Fourth Course: Veal Sweetbread
Served with a poached egg (you'll notice a common egg theme in many of these dishes), pea consomme (which the waiter poured into the dish at the table) and coffee-cardamon soil. I do love sweetbreads and this was a unique twist on it though the egg wasn't cooked as much as it should have been (the white part was a bit flimsy/gooey). Wine Pairing: Dios Baco Oloroso Cherry from Jerez, Spain. As I don't really drink cherry, I was pleasantly surprised.

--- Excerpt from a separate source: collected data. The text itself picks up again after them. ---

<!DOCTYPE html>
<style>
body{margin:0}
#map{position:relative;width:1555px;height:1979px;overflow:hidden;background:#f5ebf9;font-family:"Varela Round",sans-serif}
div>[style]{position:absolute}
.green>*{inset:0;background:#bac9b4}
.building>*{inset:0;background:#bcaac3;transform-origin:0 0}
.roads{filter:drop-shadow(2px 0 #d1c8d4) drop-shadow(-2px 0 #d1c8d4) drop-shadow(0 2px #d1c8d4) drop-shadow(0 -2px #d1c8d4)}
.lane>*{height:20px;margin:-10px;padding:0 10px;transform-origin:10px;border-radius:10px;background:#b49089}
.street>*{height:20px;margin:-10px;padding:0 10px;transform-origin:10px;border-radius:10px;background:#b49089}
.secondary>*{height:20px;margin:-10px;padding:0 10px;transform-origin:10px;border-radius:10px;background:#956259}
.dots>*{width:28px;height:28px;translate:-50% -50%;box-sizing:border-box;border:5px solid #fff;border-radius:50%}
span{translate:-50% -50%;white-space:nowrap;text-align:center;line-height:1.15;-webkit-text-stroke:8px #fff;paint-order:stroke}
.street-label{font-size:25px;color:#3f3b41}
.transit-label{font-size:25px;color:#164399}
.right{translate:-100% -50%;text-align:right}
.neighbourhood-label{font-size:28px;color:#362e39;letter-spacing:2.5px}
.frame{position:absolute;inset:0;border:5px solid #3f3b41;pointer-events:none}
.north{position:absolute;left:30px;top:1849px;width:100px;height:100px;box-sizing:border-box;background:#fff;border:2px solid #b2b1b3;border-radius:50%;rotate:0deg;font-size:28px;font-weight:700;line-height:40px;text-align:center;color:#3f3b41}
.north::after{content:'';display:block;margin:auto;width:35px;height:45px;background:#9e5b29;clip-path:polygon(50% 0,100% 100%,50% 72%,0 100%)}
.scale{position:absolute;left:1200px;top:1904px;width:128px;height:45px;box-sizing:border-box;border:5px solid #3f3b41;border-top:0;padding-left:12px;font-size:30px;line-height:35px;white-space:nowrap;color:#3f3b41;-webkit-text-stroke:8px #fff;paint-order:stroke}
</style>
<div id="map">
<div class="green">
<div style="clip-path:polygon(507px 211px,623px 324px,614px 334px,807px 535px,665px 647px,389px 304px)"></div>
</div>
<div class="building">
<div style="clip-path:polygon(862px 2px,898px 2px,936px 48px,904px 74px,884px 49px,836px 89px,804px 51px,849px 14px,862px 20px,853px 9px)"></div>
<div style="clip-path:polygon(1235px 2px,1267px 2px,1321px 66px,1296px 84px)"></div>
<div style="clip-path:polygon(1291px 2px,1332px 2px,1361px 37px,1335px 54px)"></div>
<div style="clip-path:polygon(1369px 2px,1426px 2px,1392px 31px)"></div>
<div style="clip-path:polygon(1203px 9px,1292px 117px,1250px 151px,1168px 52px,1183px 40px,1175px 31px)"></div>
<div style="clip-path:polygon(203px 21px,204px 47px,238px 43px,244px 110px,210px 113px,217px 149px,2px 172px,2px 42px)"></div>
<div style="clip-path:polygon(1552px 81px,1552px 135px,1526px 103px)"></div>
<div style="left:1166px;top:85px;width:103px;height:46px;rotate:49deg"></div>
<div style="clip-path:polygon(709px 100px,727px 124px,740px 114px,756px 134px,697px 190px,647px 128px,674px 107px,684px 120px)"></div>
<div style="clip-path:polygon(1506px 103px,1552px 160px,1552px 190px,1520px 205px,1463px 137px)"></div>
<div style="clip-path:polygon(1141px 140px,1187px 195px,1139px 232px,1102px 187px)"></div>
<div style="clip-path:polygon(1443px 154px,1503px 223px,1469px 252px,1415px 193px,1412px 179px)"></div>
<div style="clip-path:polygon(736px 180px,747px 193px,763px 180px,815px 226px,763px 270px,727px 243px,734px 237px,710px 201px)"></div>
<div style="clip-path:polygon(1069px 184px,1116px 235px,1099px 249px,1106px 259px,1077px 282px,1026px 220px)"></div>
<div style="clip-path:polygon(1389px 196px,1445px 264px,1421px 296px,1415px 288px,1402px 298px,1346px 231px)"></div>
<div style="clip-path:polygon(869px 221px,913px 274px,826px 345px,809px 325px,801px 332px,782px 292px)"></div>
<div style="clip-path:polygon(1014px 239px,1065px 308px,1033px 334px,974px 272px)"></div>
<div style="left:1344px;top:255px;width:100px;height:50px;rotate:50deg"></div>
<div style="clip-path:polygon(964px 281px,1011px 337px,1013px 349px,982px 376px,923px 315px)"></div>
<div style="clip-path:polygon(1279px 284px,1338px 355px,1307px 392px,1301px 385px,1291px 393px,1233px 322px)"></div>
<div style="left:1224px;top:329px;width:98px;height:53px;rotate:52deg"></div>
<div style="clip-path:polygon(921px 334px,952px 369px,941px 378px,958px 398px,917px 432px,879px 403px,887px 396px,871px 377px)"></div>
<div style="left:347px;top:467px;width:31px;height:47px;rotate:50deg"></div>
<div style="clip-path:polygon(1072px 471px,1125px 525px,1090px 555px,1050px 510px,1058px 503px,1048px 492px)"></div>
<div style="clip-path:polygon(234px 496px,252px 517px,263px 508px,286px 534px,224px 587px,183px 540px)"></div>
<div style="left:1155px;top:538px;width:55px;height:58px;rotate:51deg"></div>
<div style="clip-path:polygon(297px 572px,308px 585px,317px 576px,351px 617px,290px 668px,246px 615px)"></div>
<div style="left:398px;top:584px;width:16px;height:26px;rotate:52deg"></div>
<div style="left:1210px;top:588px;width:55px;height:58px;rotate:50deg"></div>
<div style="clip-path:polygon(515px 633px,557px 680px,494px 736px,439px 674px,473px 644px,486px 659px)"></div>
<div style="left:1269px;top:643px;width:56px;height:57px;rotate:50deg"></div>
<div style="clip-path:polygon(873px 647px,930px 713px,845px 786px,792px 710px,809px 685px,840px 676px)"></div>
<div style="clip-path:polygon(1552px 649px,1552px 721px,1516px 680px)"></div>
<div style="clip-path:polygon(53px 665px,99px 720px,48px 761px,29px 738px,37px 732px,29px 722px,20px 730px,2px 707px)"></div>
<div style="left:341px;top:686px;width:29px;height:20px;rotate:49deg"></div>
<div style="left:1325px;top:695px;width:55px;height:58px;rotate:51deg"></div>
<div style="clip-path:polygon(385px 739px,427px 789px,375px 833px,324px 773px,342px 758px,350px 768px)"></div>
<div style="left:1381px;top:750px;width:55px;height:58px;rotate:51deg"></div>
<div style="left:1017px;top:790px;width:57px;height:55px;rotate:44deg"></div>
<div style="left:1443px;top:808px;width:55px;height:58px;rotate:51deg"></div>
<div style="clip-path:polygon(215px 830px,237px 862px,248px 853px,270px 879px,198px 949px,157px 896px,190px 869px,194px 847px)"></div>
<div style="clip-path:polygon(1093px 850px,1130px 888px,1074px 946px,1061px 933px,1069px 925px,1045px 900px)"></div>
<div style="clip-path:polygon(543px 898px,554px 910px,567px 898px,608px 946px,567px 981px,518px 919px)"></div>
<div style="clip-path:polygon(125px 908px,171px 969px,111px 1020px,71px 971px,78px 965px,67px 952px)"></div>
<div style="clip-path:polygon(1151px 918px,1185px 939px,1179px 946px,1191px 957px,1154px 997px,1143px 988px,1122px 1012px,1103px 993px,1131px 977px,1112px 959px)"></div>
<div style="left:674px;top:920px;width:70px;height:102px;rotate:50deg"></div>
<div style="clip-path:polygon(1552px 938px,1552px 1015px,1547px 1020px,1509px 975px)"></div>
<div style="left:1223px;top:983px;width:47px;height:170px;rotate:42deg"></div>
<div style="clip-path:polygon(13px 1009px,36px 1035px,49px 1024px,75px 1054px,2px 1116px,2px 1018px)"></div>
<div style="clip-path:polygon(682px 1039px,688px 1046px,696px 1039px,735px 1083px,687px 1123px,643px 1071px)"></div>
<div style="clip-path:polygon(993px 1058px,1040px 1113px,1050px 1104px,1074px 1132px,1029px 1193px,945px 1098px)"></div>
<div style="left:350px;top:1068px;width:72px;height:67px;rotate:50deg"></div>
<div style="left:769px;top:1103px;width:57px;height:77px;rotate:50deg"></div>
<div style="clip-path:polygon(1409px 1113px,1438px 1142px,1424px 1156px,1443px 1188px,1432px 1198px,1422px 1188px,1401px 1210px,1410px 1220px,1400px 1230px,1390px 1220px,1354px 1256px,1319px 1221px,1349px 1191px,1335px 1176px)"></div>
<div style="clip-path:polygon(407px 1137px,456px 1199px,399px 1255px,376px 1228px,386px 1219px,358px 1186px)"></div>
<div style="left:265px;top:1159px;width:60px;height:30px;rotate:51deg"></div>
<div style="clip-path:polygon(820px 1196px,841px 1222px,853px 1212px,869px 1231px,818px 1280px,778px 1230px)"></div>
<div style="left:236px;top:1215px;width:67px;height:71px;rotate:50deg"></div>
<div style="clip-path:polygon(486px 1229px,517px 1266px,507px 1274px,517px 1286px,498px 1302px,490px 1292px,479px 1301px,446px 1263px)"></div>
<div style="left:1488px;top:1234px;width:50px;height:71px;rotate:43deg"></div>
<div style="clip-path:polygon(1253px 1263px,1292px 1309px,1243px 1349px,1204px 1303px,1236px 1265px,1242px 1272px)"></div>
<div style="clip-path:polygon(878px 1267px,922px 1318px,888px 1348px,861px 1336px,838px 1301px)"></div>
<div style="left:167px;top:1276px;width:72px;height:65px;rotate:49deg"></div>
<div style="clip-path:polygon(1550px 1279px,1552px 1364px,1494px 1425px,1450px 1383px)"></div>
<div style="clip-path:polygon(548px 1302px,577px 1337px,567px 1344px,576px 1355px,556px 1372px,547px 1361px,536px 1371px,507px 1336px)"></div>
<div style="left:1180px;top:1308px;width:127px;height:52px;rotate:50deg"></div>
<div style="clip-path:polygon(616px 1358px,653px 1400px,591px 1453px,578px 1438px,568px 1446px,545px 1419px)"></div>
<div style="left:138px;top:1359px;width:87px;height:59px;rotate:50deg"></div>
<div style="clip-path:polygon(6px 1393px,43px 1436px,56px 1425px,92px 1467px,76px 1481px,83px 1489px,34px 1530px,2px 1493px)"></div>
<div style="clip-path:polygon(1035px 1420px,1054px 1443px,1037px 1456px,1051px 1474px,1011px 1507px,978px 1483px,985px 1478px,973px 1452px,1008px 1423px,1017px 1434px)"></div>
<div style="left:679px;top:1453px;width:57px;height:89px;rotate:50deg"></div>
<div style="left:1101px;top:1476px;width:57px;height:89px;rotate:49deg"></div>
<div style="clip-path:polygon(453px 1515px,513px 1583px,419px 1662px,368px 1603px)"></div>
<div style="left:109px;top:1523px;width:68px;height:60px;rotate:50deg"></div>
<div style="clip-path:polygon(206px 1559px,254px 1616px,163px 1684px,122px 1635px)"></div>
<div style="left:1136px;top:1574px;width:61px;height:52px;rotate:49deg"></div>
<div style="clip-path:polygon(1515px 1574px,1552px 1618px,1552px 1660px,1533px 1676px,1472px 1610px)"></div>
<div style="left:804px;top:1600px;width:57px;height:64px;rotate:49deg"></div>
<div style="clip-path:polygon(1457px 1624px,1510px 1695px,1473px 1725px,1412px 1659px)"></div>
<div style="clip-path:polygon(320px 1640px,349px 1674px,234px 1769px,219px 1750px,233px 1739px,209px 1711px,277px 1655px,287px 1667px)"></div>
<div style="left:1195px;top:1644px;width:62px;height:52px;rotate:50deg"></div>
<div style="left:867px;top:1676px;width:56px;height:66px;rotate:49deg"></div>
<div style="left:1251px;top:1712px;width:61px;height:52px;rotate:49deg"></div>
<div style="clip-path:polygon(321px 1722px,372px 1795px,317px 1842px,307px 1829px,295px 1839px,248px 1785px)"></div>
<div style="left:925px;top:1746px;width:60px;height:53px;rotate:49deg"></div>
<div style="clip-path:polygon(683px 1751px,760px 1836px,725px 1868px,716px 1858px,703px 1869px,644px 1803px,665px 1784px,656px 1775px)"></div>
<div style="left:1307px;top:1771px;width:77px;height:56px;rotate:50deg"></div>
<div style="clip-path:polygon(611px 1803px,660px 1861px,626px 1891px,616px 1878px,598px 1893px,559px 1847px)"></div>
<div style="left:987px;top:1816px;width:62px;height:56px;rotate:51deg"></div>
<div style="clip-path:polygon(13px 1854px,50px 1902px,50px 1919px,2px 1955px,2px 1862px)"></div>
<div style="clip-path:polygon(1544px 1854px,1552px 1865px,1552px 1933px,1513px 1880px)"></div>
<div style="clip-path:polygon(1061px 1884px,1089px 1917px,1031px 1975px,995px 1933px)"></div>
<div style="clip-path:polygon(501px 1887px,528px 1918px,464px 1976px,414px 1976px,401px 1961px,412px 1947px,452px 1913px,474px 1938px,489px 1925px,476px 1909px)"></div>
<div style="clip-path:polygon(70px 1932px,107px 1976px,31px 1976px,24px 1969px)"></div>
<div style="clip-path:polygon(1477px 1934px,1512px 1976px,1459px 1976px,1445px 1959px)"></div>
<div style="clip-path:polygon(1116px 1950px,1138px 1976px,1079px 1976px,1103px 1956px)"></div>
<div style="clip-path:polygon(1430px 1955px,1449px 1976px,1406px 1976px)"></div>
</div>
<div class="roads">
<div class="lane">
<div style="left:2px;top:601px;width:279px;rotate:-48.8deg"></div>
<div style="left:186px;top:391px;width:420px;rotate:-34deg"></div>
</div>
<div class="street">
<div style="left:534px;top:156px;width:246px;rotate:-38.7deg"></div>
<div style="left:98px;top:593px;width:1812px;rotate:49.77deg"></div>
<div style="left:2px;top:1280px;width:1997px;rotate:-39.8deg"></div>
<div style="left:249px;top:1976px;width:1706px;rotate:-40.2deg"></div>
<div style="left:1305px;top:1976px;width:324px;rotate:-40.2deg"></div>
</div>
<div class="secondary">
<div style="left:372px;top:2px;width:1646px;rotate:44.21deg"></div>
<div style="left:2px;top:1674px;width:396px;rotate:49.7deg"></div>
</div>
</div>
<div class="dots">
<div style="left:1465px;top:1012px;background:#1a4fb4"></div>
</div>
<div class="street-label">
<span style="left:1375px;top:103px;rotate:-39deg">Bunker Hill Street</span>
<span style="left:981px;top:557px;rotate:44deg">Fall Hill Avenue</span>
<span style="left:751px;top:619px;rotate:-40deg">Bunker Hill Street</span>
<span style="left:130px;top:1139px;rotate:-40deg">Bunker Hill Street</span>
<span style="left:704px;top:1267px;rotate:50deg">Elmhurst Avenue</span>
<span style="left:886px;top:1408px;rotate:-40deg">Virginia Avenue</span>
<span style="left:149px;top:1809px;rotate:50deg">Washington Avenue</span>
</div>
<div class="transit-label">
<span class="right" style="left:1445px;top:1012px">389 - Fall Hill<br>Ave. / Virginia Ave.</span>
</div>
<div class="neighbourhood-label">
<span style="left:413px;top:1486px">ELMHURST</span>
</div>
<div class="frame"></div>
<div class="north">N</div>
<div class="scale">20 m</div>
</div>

Fifth Course: Crispy Chicken Thigh
Served with Cuttlefish, Green Garlic, Sweet and Sour Mushrooms. This was one of my favorite many great flavors and textures. This was perfectly paired with a beer called Dues Brut des Flandres (I would almost describe the consistency as that of sparkling beer).

Sixth Course: Wagyu Beef
Short rib, Saul's pastrami, tamarind, broccoli textures and horseradish "styrofoam." This dish was probably my favorite. Loved all the ingredients. It was cooked perfectly rare with very crisp and crunchy broccoli which was so delicious. The bright green on the plate was a broccoli puree. The horseradish "styrofoam" is whisked with egg white powder and then dehydrated (complicated process). Wine Pairing: Cote de Beaune Villages. This red wine paired perfectly.

On to the desserts...
Seventh Course: Miso Cake
Served with Jasmine "Rice Cream", Strawberry, Yuzu. I really enjoyed this dessert (I'll admit, I ate the whole thing!). The cream was yogurt, dried coconut and greek yogurt. Yum!
Wine pairing: N.V. Jean-Paul Brun FRV 100 (Gamay). Really nice sparkling wine.

Eighth and final course: Fool's Gold
Least favorite dish of the night. It had hazelnut praline, salty caramel, nitro coffee mousse. A bit rich for my taste.

Overall, truly a unique meal (always fun to enjoy a little molecular gastronomy), but the wine was the highlight of the evening.